Consumers Energy Co. v. United States

57 Fed. Cl. 278, 56 ERC (BNA) 2110, 2003 U.S. Claims LEXIS 183
CourtUnited States Court of Federal Claims
DecidedJuly 1, 2003
DocketNo. 02-1894 C
StatusPublished
Cited by3 cases

This text of 57 Fed. Cl. 278 (Consumers Energy Co. v. United States) is published on Counsel Stack Legal Research, covering United States Court of Federal Claims primary law. Counsel Stack provides free access to over 12 million legal documents including statutes, case law, regulations, and constitutions.

Bluebook
Consumers Energy Co. v. United States, 57 Fed. Cl. 278, 56 ERC (BNA) 2110, 2003 U.S. Claims LEXIS 183 (uscfc 2003).

Opinion

[279]*279OPINION

DAMICH, Chief Judge.

I. Introduction

This case is one of 21 unconsolidated cases filed to date by nuclear utilities with the Court of Federal Claims regarding Defendant’s compliance with the “Standard Contract” 1 issued pursuant to the Nuclear Waste Policy Act of 1982 (NWPA), 42. U.S.C. §§ 10101-10270, for the Government’s acceptance, transportation, storage, and disposal of spent nuclear fuel (SNF) and other high-level radioactive waste.

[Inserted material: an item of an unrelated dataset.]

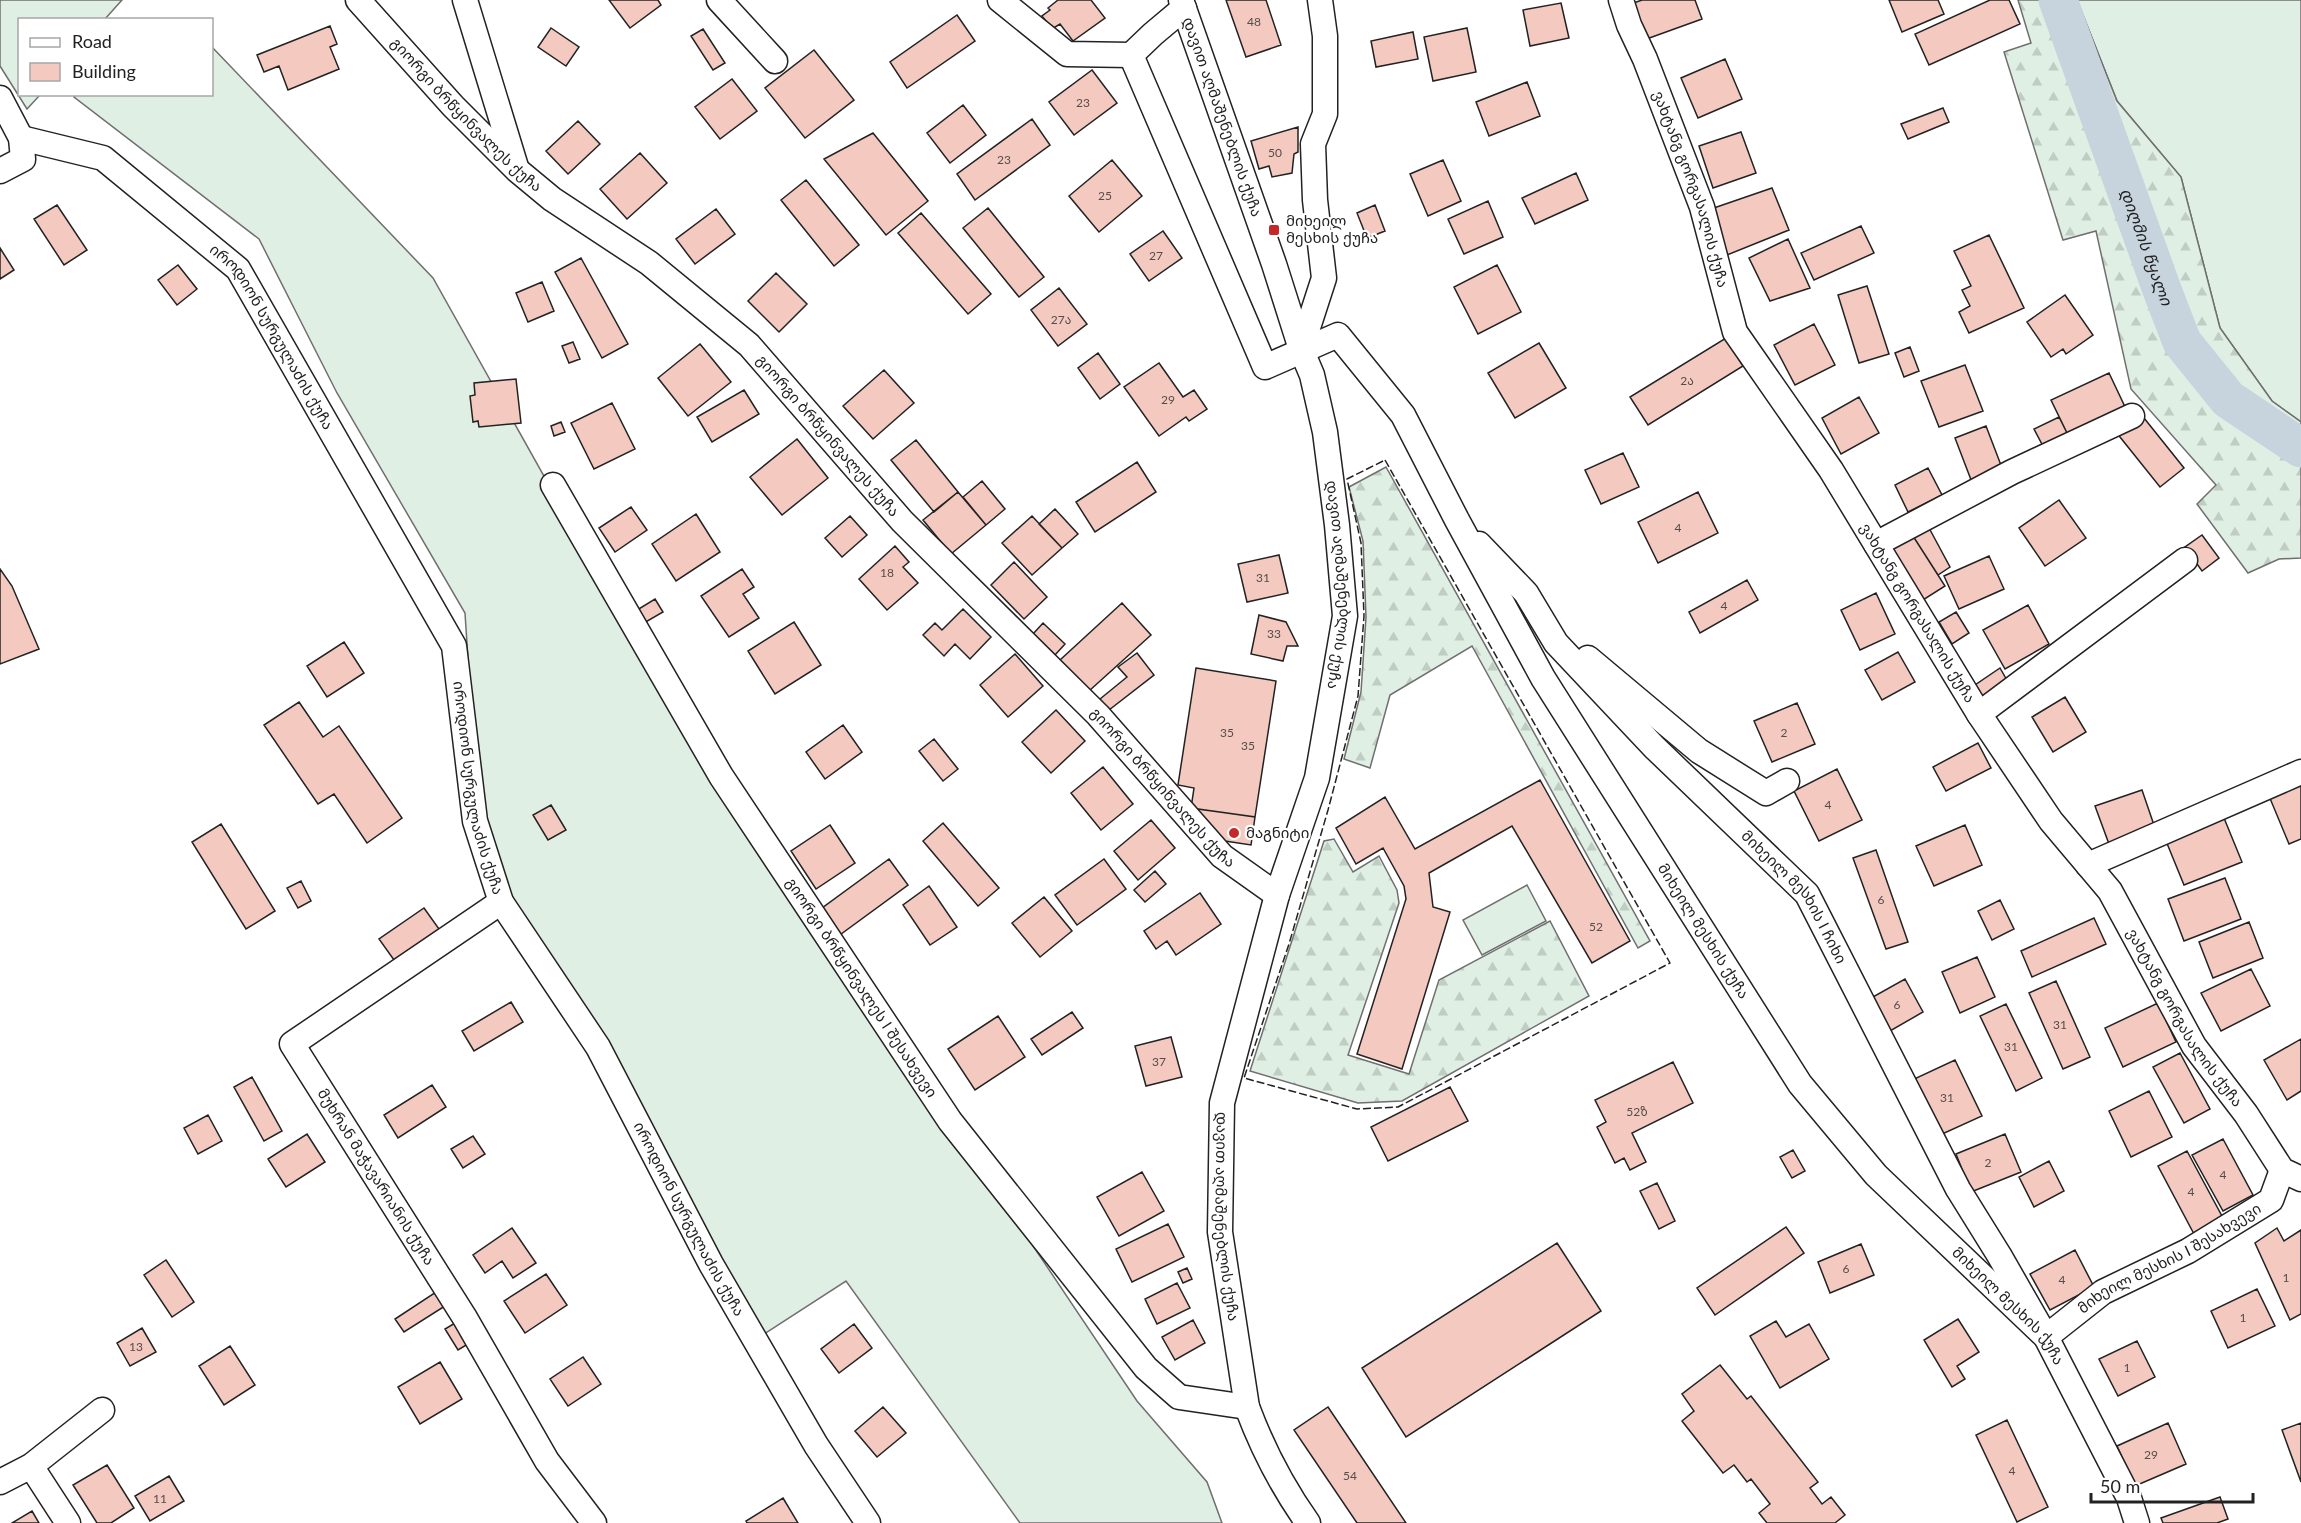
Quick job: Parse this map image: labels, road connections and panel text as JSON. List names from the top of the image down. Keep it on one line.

In January of 2003, Defendant in the instant case filed a motion to dismiss Counts III, “Taking Without Just Compensation,” and IV, “Illegal Exaction,” of Plaintiffs complaint. Briefing on this motion was completed by the parties by the end of March 2003. On April 16, 2003, however, pursuant to a joint status report that the Court ordered of all the SNF parties, this Court identified six “lead” or “accelerated” cases for resolution of certain cross-cutting dispositive motions and ordered the remaining cases stayed unless affirmatively ordered to proceed by the presiding judge in any individual ease. Although the “accelerated” cases did not include the instant ease, this Court determined that it would hear oral argument on the Government’s motion to dismiss Plaintiffs illegal exaction count and it is that issue which the Court determines herein.

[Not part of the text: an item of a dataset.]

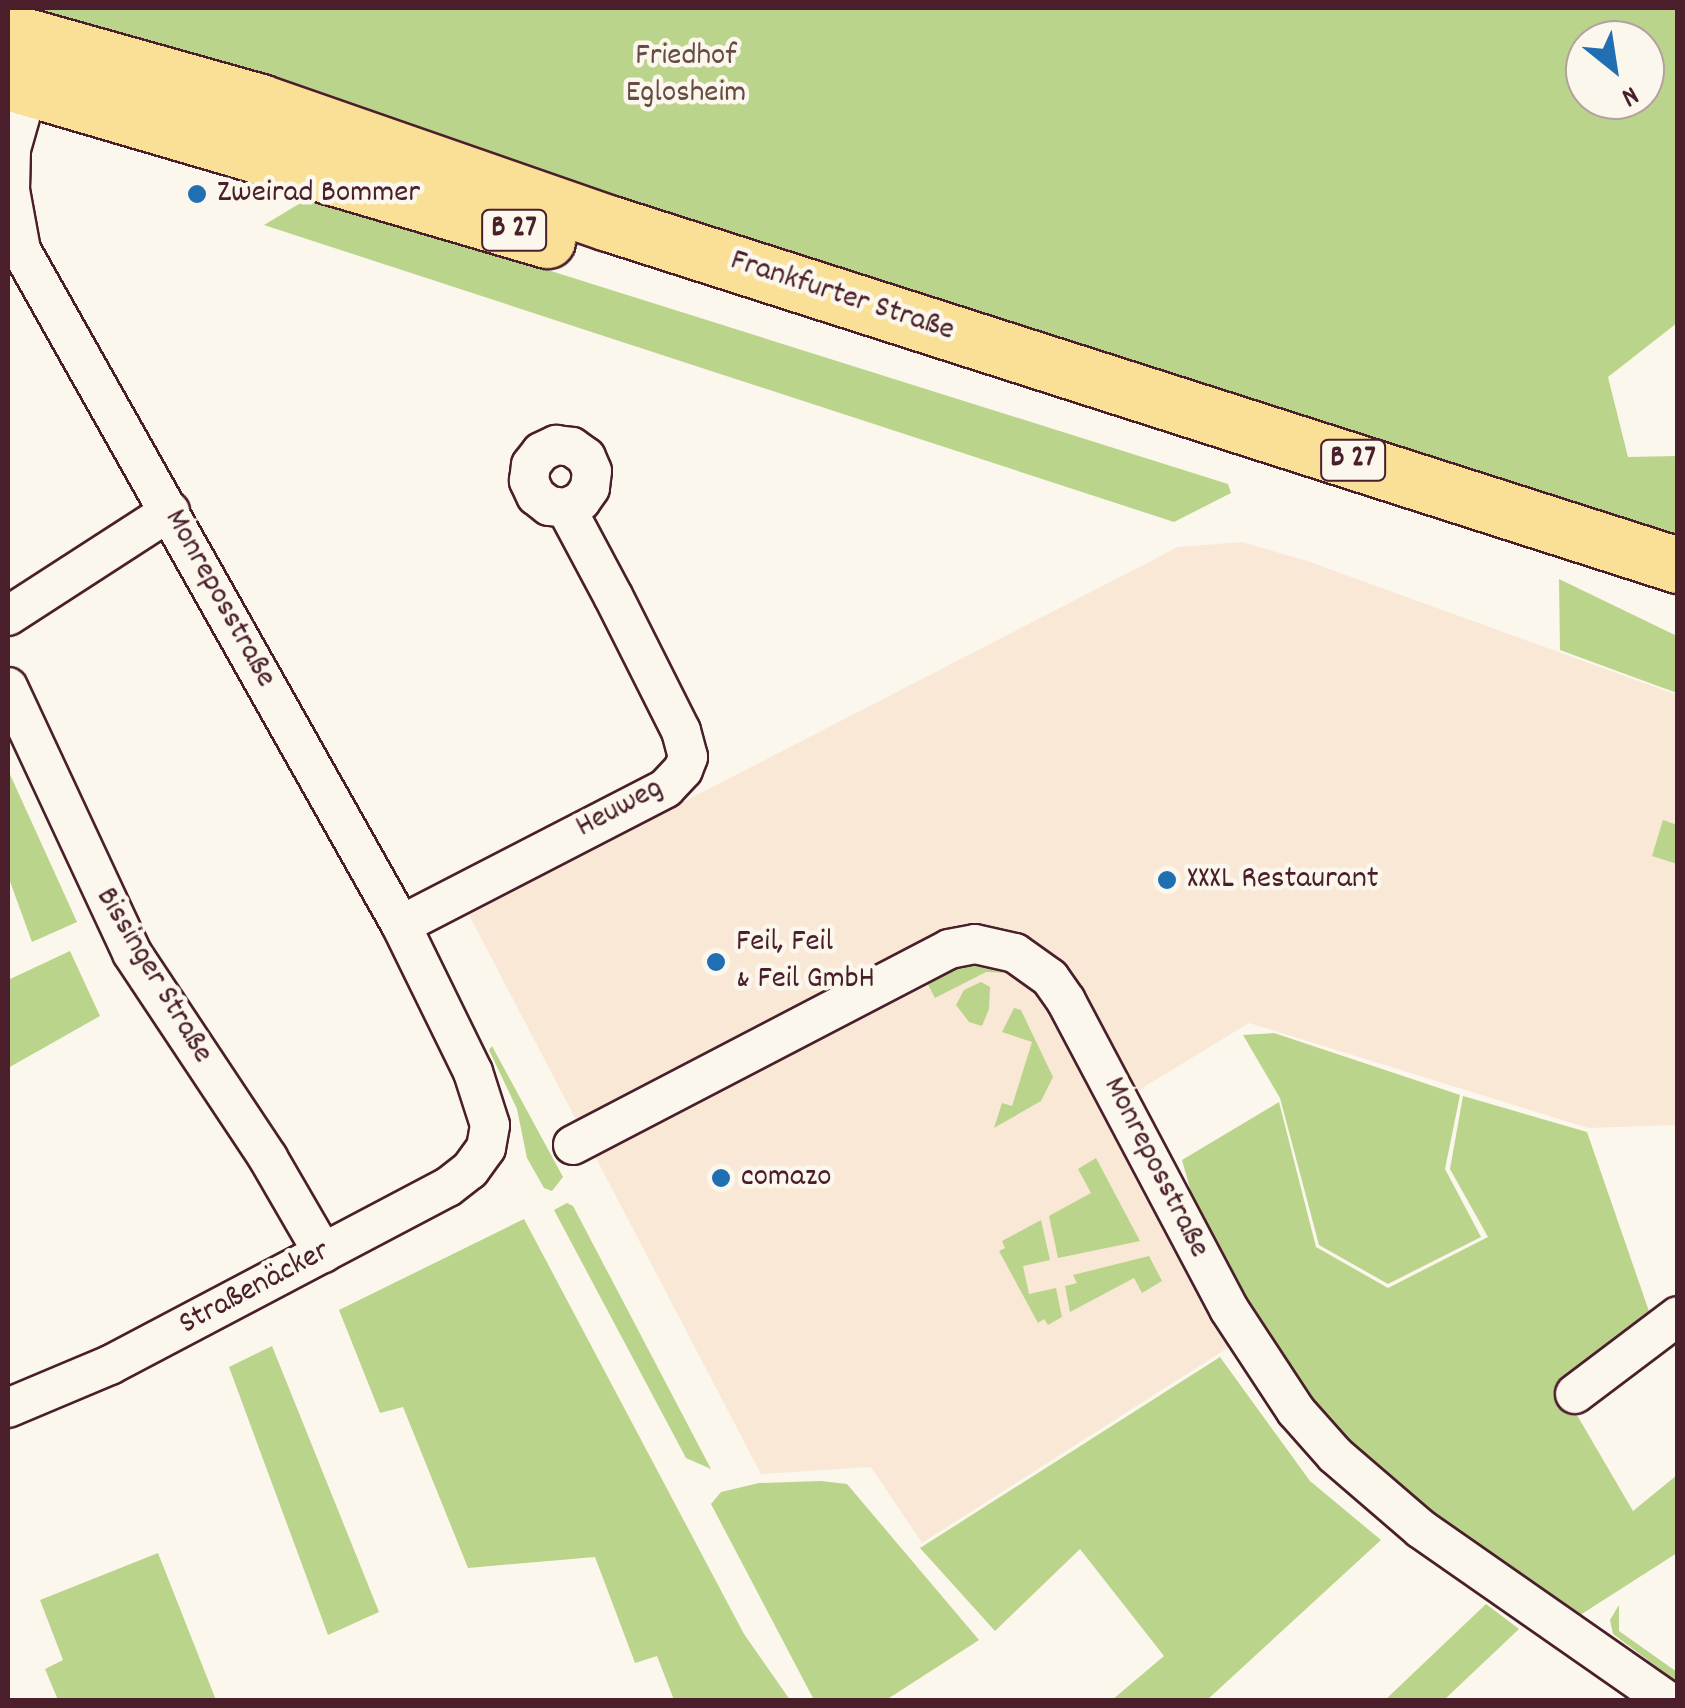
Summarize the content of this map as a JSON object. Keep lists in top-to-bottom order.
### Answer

For the reasons stated below, the Court hereby GRANTS Defendant’s motion to dismiss Court IV, “Illegal Exaction,” of Plaintiff’s complaint.

II. Background

Consumers Energy is a utility company organized and incorporated in Michigan. It owns the Big Rock Point Nuclear Plant (Big Rock) in Charlevoix, MI, which operated until its shutdown in August 1997. Big Rock’s SNF is being transferred to dry cask storage on site and the power generation facility is scheduled for dismantling. The utility also owns the Palisades Nuclear Plant (Palisades), near Covert, MI, which continues to operate and generate SNF. The Palisades SNF in stored in its spent fuel pool and in dry cask storage on site.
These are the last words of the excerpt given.